Regularmente intimados (mov. 182), os apelados apresentaram contrarrazões (mov. 186), pleiteando o desprovimento do recurso e consequente majoração dos honorários sucumbenciais para o importe de 20% (vinte por cento) sobre o valor atualizado da causa.
1. Da admissibilidade
Presentes os pressupostos de admissibilidade intrínsecos (legitimidade, interesse, cabimento e inexistência de fato impeditivo e extintivo) e extrínsecos (preparo, tempestividade e regularidade formal), conheço da apelação cível e, não havendo questões preliminares e/ou de ofício a serem dirimidas, reporto-me diretamente ao exame do mérito recursal.
2. Do mérito
Trata-se, na origem, de ação de enriquecimento ilícito cumulada com pedido de reparação de danos movida pelo Espólio de José Pereira Couto, sob o argumento de que seu filho, André Gustavo Viana Couto, mediante procuração e relação de confiança, apropriou-se indevidamente de vultosos recursos financeiros ao longo de mais de uma década, prejudicando o patrimônio do genitor e, consequentemente, dos seus herdeiros.

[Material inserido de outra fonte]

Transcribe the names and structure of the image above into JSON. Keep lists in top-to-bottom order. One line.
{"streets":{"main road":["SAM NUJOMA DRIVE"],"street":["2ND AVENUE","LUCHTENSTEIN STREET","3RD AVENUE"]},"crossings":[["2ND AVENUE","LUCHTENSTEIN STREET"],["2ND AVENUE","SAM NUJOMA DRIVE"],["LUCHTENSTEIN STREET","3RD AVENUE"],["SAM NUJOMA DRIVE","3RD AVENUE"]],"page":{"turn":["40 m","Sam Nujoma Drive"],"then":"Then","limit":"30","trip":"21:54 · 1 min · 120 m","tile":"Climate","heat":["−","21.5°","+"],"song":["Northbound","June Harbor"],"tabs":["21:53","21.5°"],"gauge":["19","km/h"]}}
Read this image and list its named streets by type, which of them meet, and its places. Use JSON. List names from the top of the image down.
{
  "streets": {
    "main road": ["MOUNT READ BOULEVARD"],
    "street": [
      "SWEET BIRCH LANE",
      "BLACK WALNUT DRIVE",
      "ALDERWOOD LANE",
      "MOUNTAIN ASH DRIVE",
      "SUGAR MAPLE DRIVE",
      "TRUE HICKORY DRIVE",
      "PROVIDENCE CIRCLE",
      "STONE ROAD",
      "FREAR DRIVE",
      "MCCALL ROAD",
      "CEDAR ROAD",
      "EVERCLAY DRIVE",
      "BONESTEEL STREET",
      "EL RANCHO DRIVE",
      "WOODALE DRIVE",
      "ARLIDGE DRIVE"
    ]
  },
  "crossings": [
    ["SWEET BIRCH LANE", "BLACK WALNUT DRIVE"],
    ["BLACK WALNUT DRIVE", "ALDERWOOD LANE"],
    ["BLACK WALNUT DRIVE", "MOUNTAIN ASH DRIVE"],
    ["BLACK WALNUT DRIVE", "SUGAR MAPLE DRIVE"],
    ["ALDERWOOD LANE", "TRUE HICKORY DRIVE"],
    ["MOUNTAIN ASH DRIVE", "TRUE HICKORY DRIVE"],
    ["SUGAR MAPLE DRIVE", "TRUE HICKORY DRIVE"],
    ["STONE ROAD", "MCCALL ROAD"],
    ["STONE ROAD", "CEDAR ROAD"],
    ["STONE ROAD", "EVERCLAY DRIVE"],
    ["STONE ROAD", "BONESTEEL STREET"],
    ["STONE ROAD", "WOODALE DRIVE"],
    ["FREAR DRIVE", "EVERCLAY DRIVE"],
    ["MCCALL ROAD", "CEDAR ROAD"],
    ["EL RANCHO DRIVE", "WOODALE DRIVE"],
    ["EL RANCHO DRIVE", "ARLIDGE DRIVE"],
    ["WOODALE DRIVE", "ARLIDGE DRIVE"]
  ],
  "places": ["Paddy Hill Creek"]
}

O Juízo a quo julgou improcedente o pedido, entendendo que não restou demonstrado o nexo de causalidade e a ilicitude na evolução patrimonial do réu, por ausência de prova da destinação irregular dos valores transferidos.
Nas razões recursais, em síntese, alega o apelante que restou sobejamente comprovado nos autos que o falecido (André Gustavo), filho do autor (Sr. José – também falecido), ao longo de cerca de duas décadas, apropriou-se de valores da conta bancária do pai, especialmente após este ser diagnosticado com doença de Parkinson (CID G20) e lhe outorgar procuração pública com poderes amplos. Os valores desviados foram estimados em mais de R$ 1.270.000,00, conforme documentos anexados aos autos.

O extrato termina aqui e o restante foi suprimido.